“Three EgyptAir security officials said the threatening graffiti, which appeared about two years ago, had been the work of aviation workers at Cairo Airport. Playing on the phonetic similarity between the last two letters in the plane’s registration, SU-GCC, and the surname of Egypt’s president, Abdel Fattah el-Sisi, some workers also wrote ‘traitor’ and ‘murderer.'” That would suggest that the graffiti artists were partisans of the Muslim Brotherhood. Were they also the ones who ultimately made good on the threat?
“EgyptAir Was Aware of Threats to Security, Including One Scribbled on Plane,’ by Declan Walsh, Nour Youssef and Kareem Fahim, New York Times, May 21, 2016:
CAIRO — In an eerie coincidence, the EgyptAir jetliner that plunged into the Mediterranean on Thursday was once the target of political vandals who wrote in Arabic on its underside, “We will bring this plane down.”
Three EgyptAir security officials said the threatening graffiti, which appeared about two years ago, had been the work of aviation workers at Cairo Airport.
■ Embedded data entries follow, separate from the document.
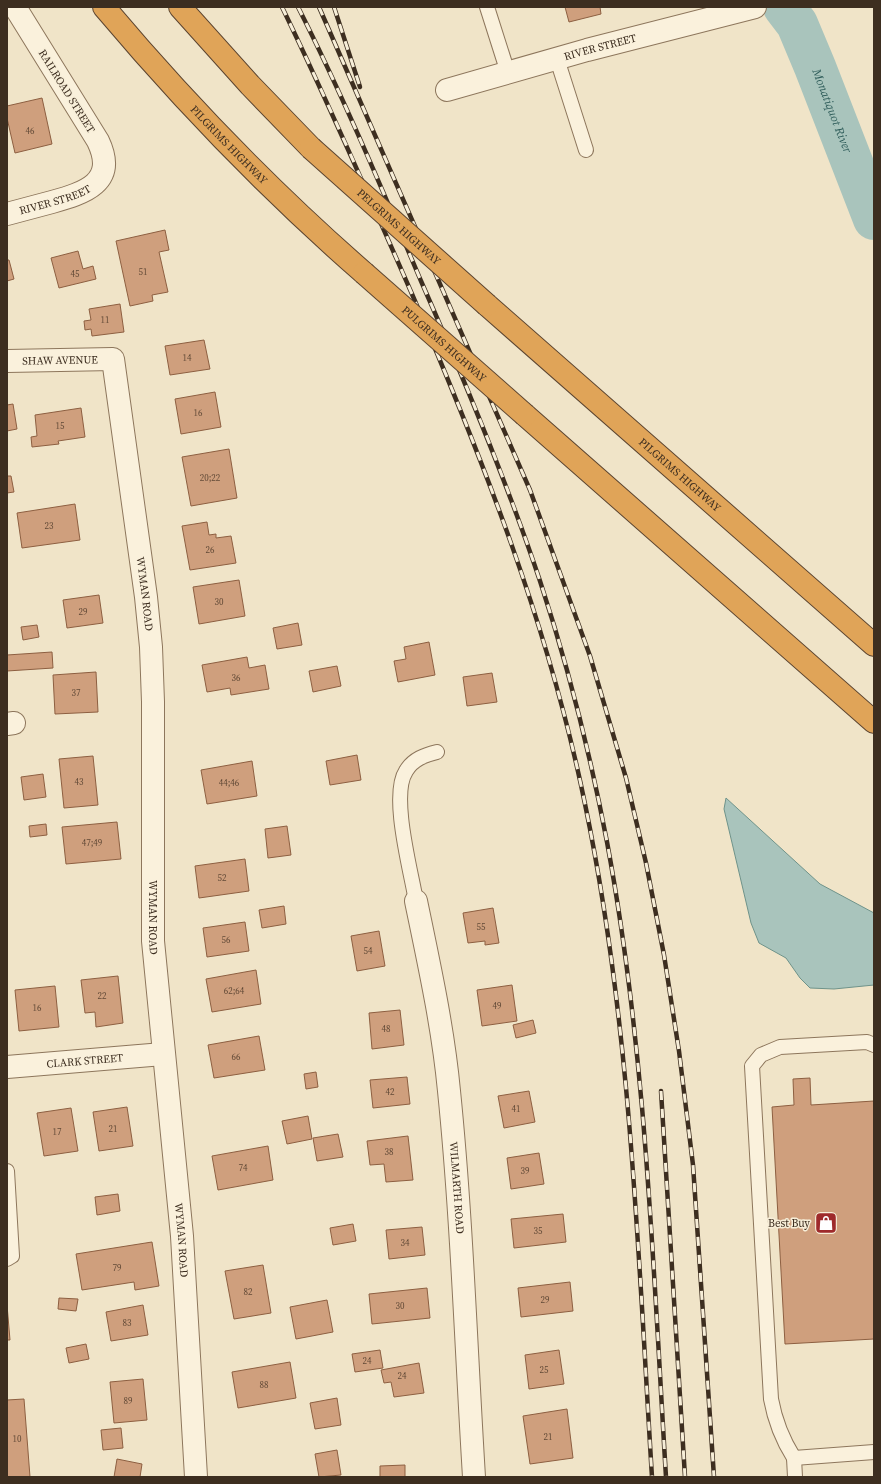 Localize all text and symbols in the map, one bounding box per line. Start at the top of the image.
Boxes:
street label: RIVER STREET [562,31,638,64]
street label: RAILROAD STREET [35,47,99,136]
water label: Monatiquot River [808,65,856,156]
street label: PILGRIMS HIGHWAY [187,102,271,188]
house number: 46 [25,125,35,137]
street label: RIVER STREET [18,181,94,218]
street label: PELGRIMS HIGHWAY [354,186,444,268]
house number: 51 [138,266,148,278]
house number: 45 [70,268,80,280]
street label: PULGRIMS HIGHWAY [398,303,490,386]
house number: 11 [100,314,110,326]
street label: SHAW AVENUE [22,352,98,369]
house number: 14 [182,352,192,364]
house number: 16 [193,407,203,419]
house number: 15 [55,420,65,432]
street label: PILGRIMS HIGHWAY [635,435,724,515]
house number: 20;22 [200,472,221,484]
house number: 23 [44,520,54,532]
house number: 26 [205,544,215,556]
street label: WYMAN ROAD [132,556,156,632]
house number: 30 [214,596,224,608]
house number: 29 [78,606,88,618]
house number: 36 [231,672,241,684]
house number: 37 [71,687,81,699]
house number: 43 [74,776,84,788]
house number: 44;46 [219,777,240,789]
house number: 47;49 [82,837,103,849]
house number: 52 [217,872,227,884]
street label: WYMAN ROAD [145,880,161,956]
house number: 55 [476,921,486,933]
house number: 56 [221,934,231,946]
house number: 54 [363,945,373,957]
house number: 62;64 [224,985,245,997]
house number: 22 [97,990,107,1002]
house number: 49 [492,1000,502,1012]
house number: 16 [32,1002,42,1014]
house number: 48 [381,1023,391,1035]
street label: CLARK STREET [46,1050,124,1072]
house number: 66 [231,1051,241,1063]
house number: 42 [385,1086,395,1098]
house number: 41 [511,1103,521,1115]
house number: 21 [108,1123,118,1135]
house number: 17 [52,1126,62,1138]
street label: WILMARTH ROAD [446,1141,467,1234]
house number: 38 [384,1146,394,1158]
house number: 74 [238,1162,248,1174]
house number: 39 [520,1165,530,1177]
street label: WYMAN ROAD [171,1202,191,1278]
shop icon: Best Buy [813,1210,839,1236]
place label: Best Buy [768,1216,810,1231]
house number: 35 [533,1225,543,1237]
house number: 34 [400,1237,410,1249]
house number: 79 [112,1262,122,1274]
house number: 82 [243,1286,253,1298]
house number: 29 [540,1294,550,1306]
house number: 30 [395,1300,405,1312]
house number: 83 [122,1317,132,1329]
house number: 24 [362,1355,372,1367]
house number: 25 [539,1364,549,1376]
house number: 24 [397,1370,407,1382]
house number: 88 [259,1379,269,1391]
house number: 89 [123,1395,133,1407]
house number: 21 [543,1431,553,1443]
house number: 10 [12,1433,22,1445] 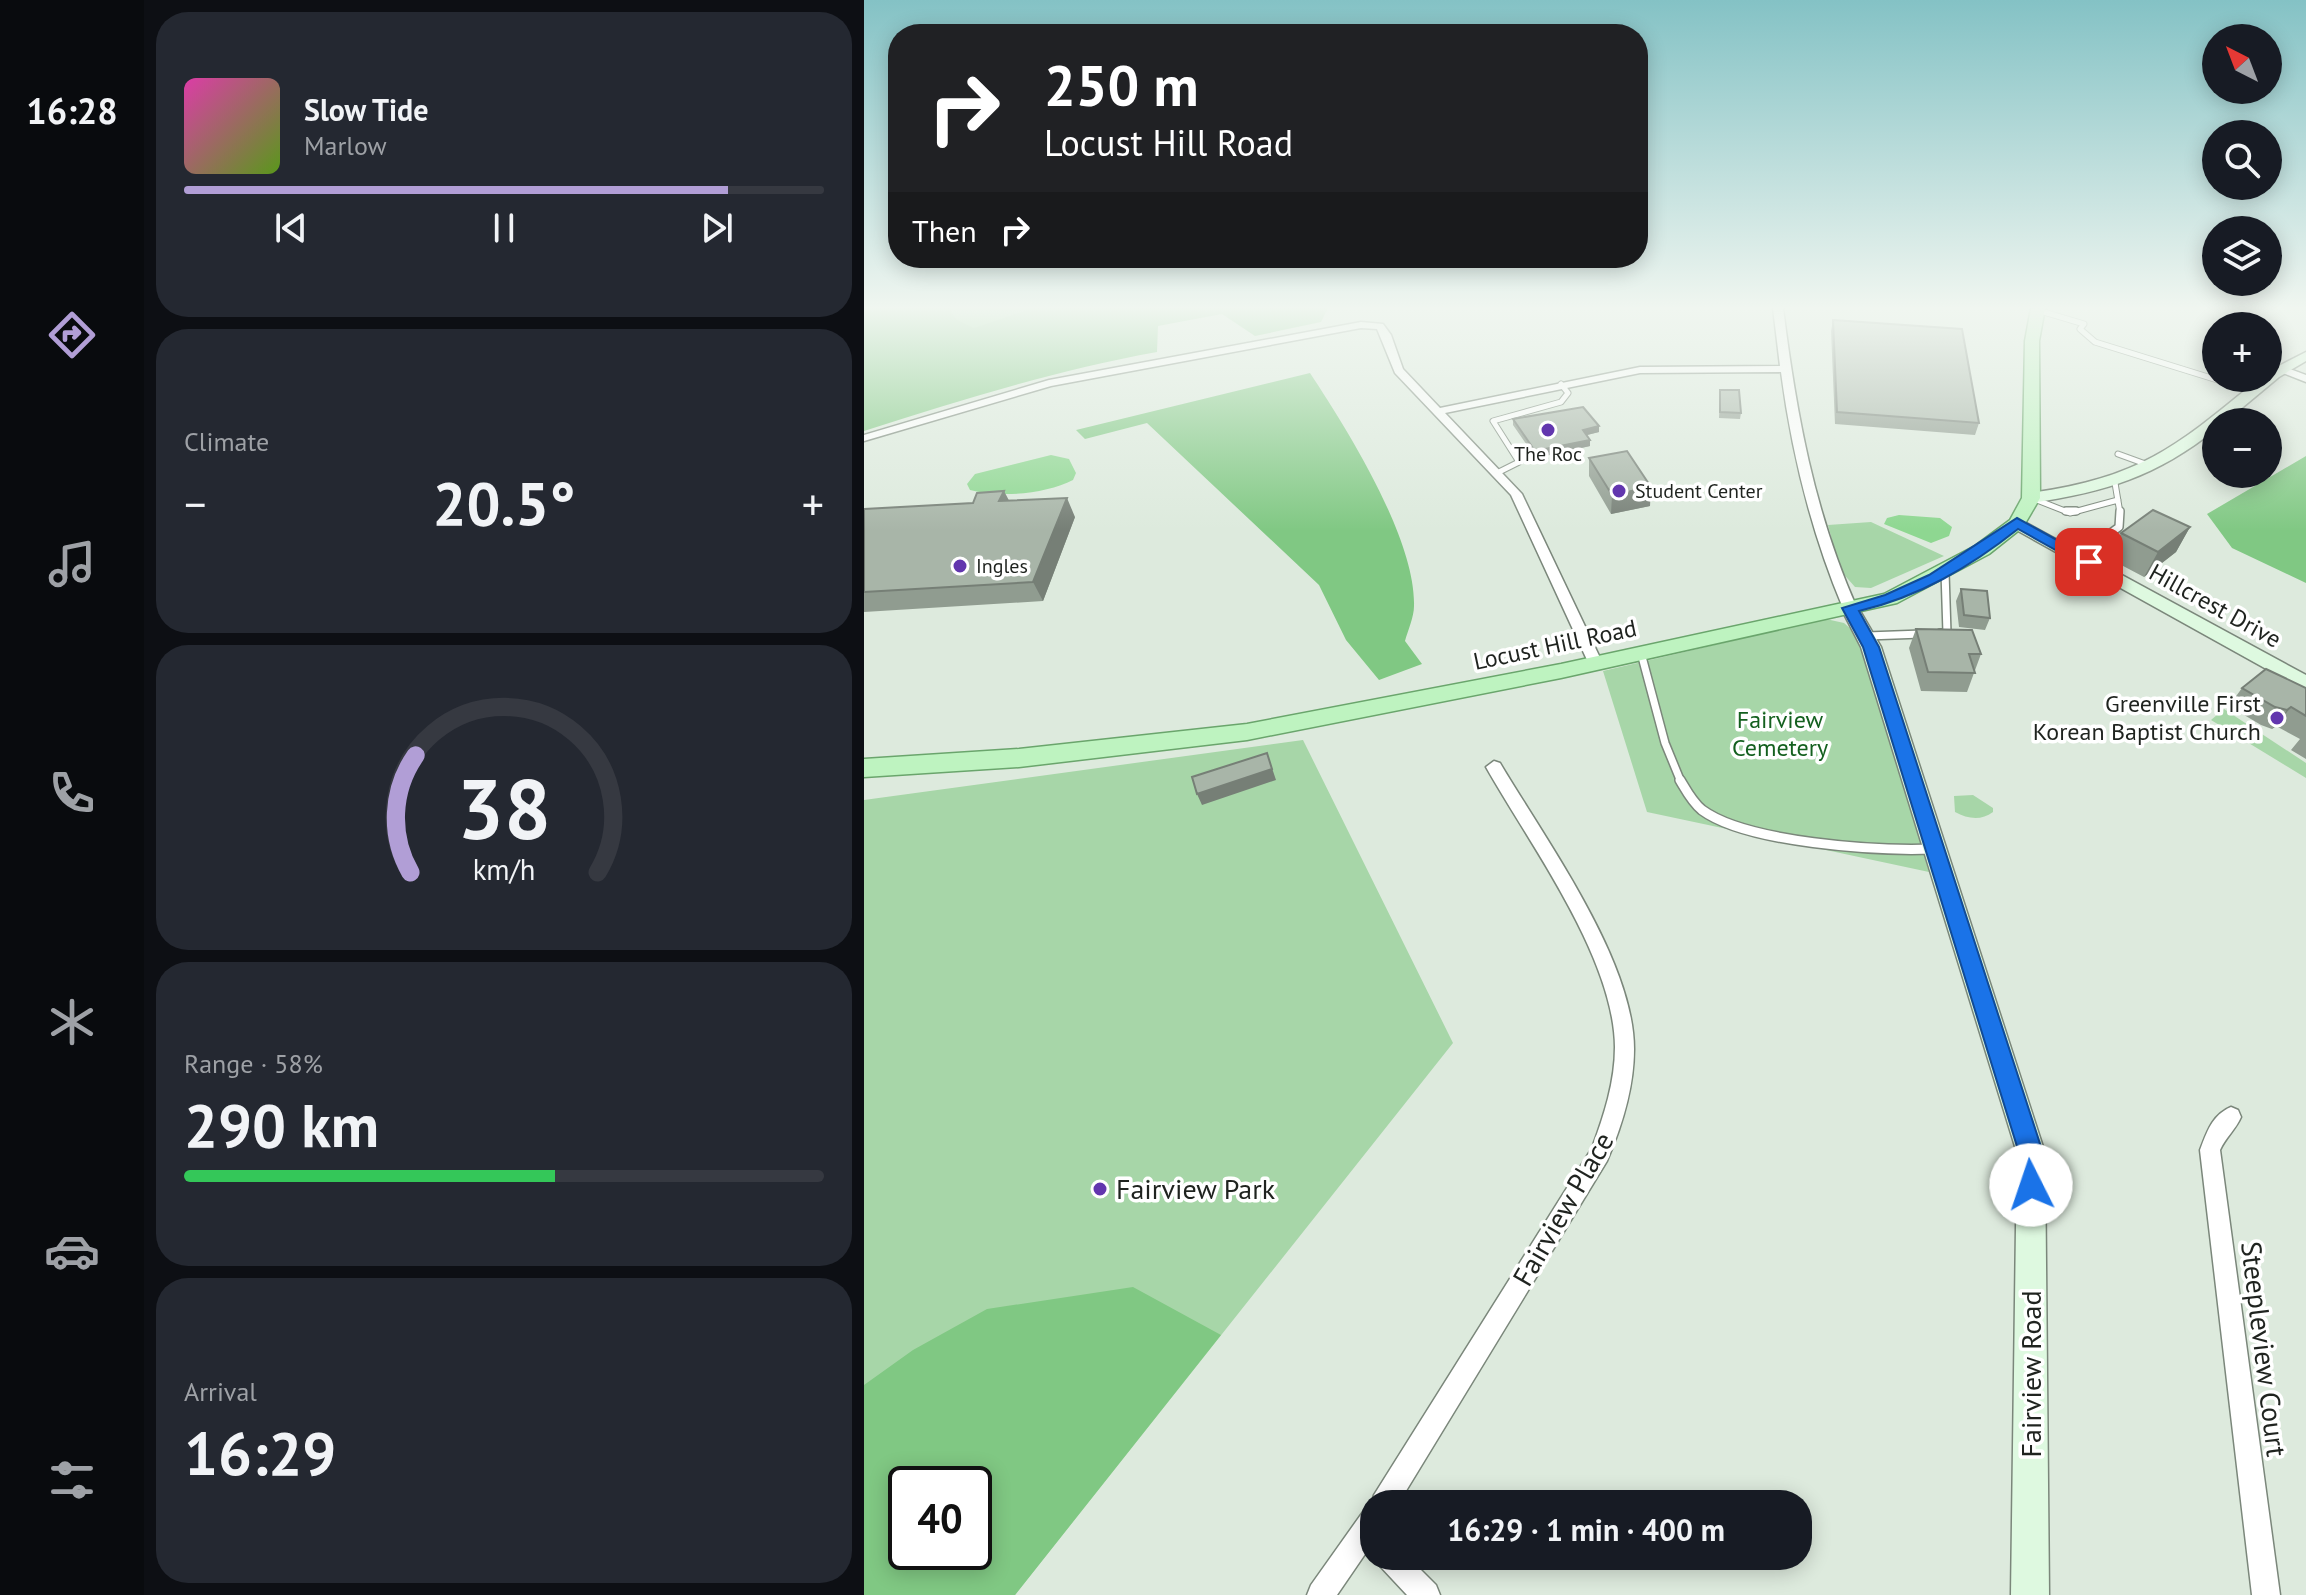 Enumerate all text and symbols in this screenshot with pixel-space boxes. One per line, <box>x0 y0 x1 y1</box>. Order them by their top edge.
north arrow <box>2202 24 2282 104</box>
map controls <box>2202 24 2282 488</box>
text: 250 m <box>1044 49 1199 121</box>
icon: right <box>912 56 1016 160</box>
text: 16:28 <box>26 87 118 134</box>
text: Slow Tide <box>304 90 429 129</box>
text: Locust Hill Road <box>1044 119 1293 166</box>
button: search <box>2202 120 2282 200</box>
text: Marlow <box>304 129 387 162</box>
icon: previous <box>269 206 313 250</box>
icon: pause <box>482 206 526 250</box>
icon: next <box>695 206 739 250</box>
icon: right <box>993 208 1037 252</box>
text: Then <box>912 211 977 250</box>
button: layers <box>2202 216 2282 296</box>
icon: directions <box>44 307 100 363</box>
button: + <box>2202 312 2282 392</box>
button: − <box>2202 408 2282 488</box>
marker: The Roc <box>1539 421 1557 439</box>
text: Climate <box>184 425 269 458</box>
place label: The Roc <box>1514 441 1582 467</box>
text: 20.5° <box>432 464 576 542</box>
text: − <box>184 475 206 532</box>
text: + <box>802 475 824 532</box>
place label: Student Center <box>1635 478 1763 504</box>
marker: Student Center <box>1610 482 1628 500</box>
pin <box>2055 528 2123 596</box>
icon: music <box>44 536 100 592</box>
icon: arrive <box>2067 540 2111 584</box>
place label: Ingles <box>976 553 1028 579</box>
marker: Ingles <box>951 557 969 575</box>
street label: Hillcrest Drive <box>2144 557 2287 655</box>
street label: Locust Hill Road <box>1470 612 1639 677</box>
place label: Greenville First Korean Baptist Church <box>2033 688 2261 747</box>
park label: Fairview Cemetery <box>1732 704 1828 763</box>
marker: Greenville First Korean Baptist Church <box>2268 709 2286 727</box>
text: 38 <box>457 754 551 862</box>
icon: phone <box>44 765 100 821</box>
text: km/h <box>473 852 535 889</box>
icon: climate <box>44 994 100 1050</box>
text: Range · 58% <box>184 1047 323 1080</box>
text: 290 km <box>184 1086 379 1164</box>
street label: Fairview Place <box>1504 1125 1621 1292</box>
position arrow <box>1989 1143 2073 1227</box>
place label: Fairview Park <box>1116 1170 1276 1207</box>
marker: Fairview Park <box>1091 1180 1109 1198</box>
icon: car <box>44 1223 100 1279</box>
street label: Steepleview Court <box>2233 1239 2296 1459</box>
street label: Fairview Road <box>2012 1291 2049 1457</box>
text: Arrival <box>184 1375 257 1408</box>
text: 16:29 <box>184 1414 336 1492</box>
icon: filters <box>44 1452 100 1508</box>
speed limit sign: 40 <box>888 1466 992 1570</box>
text: 16:29 · 1 min · 400 m <box>1447 1510 1725 1549</box>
Playing on the phonetic similarity between the last two letters in the plane’s registration, SU-GCC, and the surname of Egypt’s president, Abdel Fattah el-Sisi, some workers also wrote “traitor” and “murderer.”
The officials, who were interviewed separately and who spoke on the condition of anonymity to describe the airline’s security procedures because they were not authorized to speak publicly, said the graffiti had been linked to the domestic Egyptian political situation at the time rather than to a militant threat. Similar graffiti against Mr. Sisi, a former general, was scrawled across Cairo after the military ousted the elected president, Mohamed Morsi, in 2013.
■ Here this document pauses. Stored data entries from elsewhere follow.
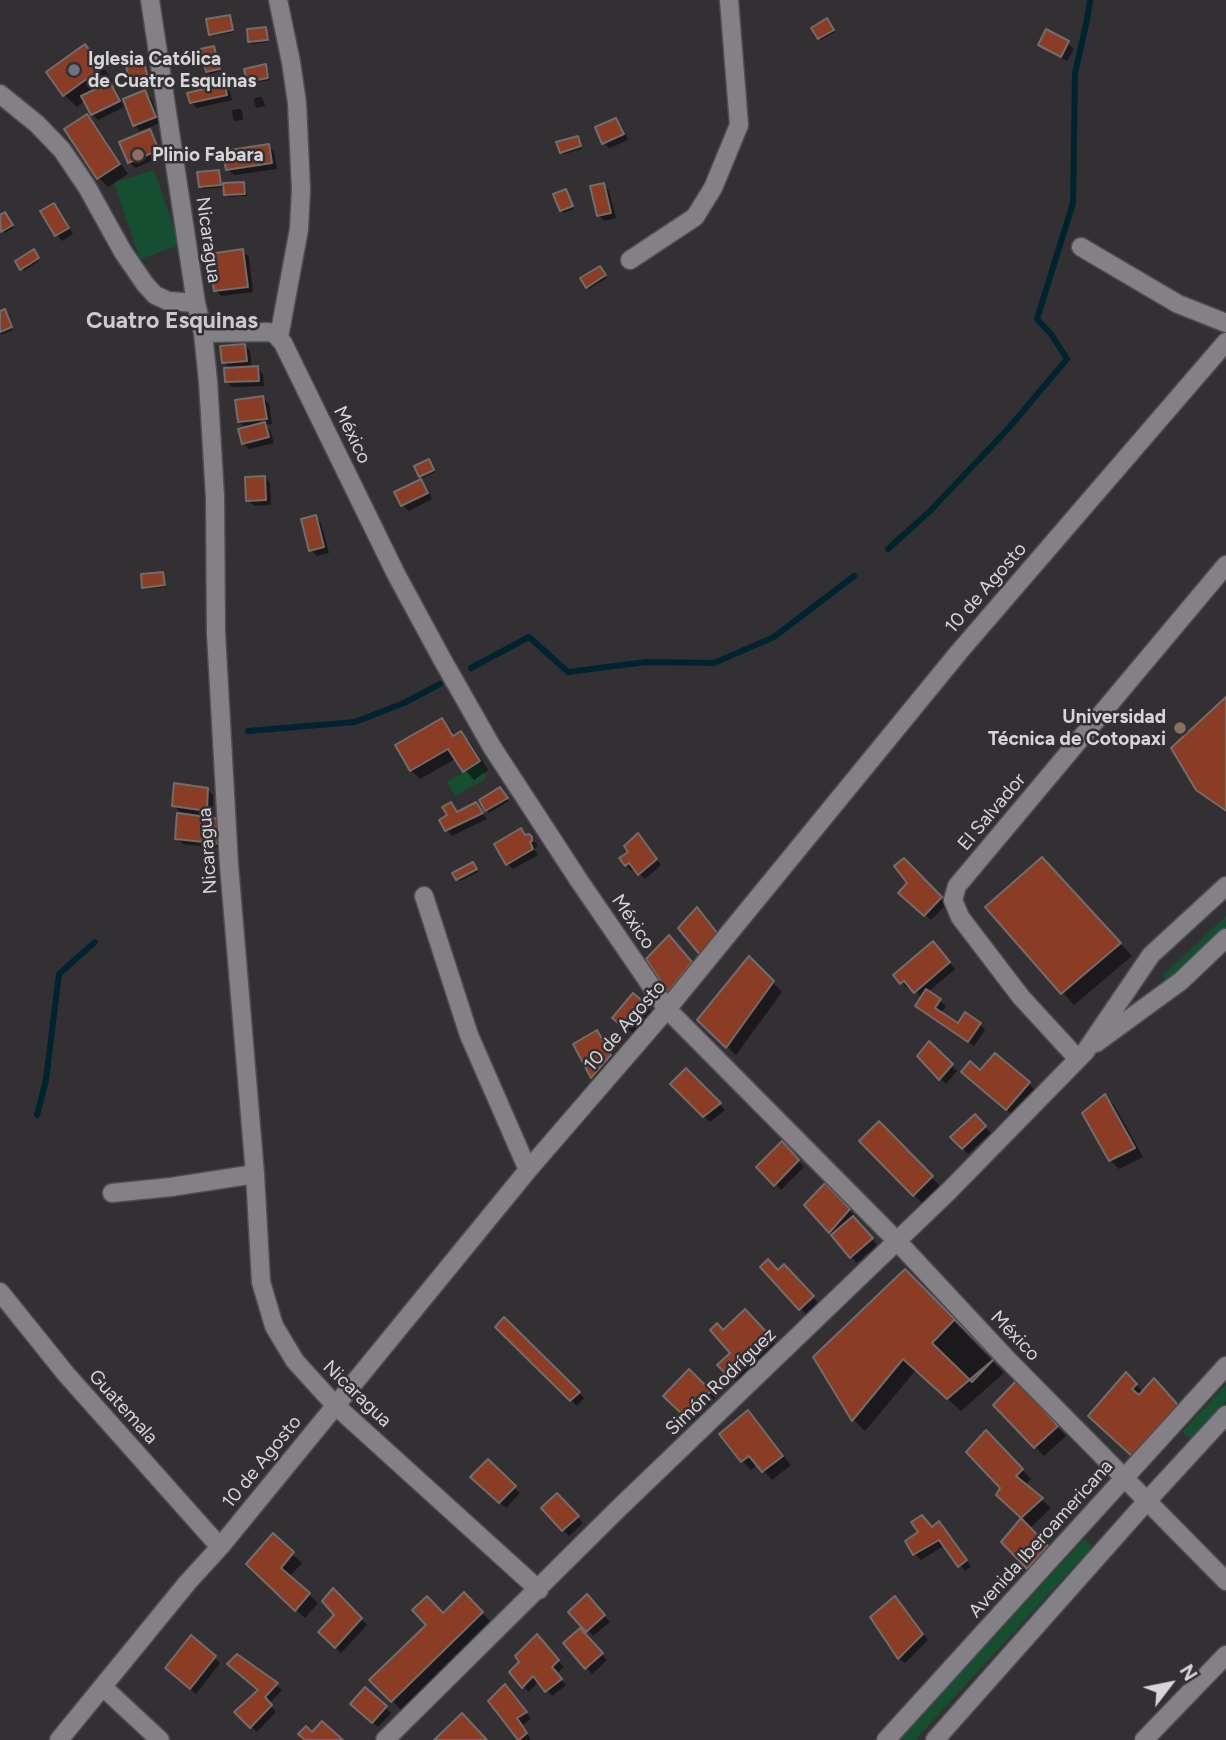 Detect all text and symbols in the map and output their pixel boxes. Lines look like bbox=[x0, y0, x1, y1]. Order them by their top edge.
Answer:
place label: Iglesia Católica de Cuatro Esquinas bbox=[88, 48, 256, 92]
marker: Iglesia Católica de Cuatro Esquinas bbox=[66, 62, 82, 78]
place label: Plinio Fabara bbox=[152, 144, 264, 166]
marker: Plinio Fabara bbox=[130, 147, 146, 163]
street label: Nicaragua bbox=[191, 196, 225, 284]
district label: Cuatro Esquinas bbox=[86, 307, 258, 335]
street label: México bbox=[328, 403, 376, 467]
street label: 10 de Agosto bbox=[940, 538, 1032, 638]
place label: Universidad Técnica de Cotopaxi bbox=[988, 706, 1166, 750]
marker: Universidad Técnica de Cotopaxi bbox=[1172, 720, 1188, 736]
street label: El Salvador bbox=[953, 769, 1031, 855]
street label: Nicaragua bbox=[194, 807, 222, 895]
street label: México bbox=[606, 890, 660, 954]
street label: 10 de Agosto bbox=[579, 976, 671, 1076]
street label: México bbox=[986, 1306, 1044, 1366]
street label: Simón Rodríguez bbox=[661, 1323, 781, 1441]
street label: Nicaragua bbox=[318, 1356, 396, 1432]
street label: Guatemala bbox=[84, 1365, 162, 1449]
street label: 10 de Agosto bbox=[218, 1411, 306, 1513]
street label: Avenida Iberoamericana bbox=[964, 1455, 1118, 1623]
north arrow bbox=[1135, 1649, 1205, 1719]
text: N bbox=[1175, 1660, 1202, 1685]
Since then, the airline has put into effect a variety of new security measures in response to Egypt’s political turmoil, jihadist violence and other aviation disasters like the crash of a Russian plane that killed 224 people in October. EgyptAir has fired employees for their political leanings, stepped up crew searches and added extra unarmed in-flight security guards. Three such guards died in Thursday’s crash of Flight 804.
Whether those moves were sufficient remained an open question on Saturday as experts pored over data emitted by the plane in its final minutes for clues as to what had brought it down. The French air accident investigation authority confirmed that the data showed that several smoke alarms had been activated while the plane plunged toward the sea.
But they cautioned that the signals, sent by a monitoring system on board the Airbus A320 jetliner, did not offer enough information to conclude what had caused the crash.
“These are not messages that enable us to interpret anything,” said Sébastien Barthe, a spokesman for France’s Bureau of Investigations and Analysis. “If there is smoke, it means that there is potentially a fire somewhere, but it doesn’t tell us where the fire is, and it doesn’t help us establish whether it is something malevolent or something technical.”
In an audio message released Saturday, Abu Muhammad al-Adnani, the official spokesman of the Islamic State and the head of a unit dedicated to external attacks, denounced the American-led military campaign against the group but did not mention the EgyptAir crash.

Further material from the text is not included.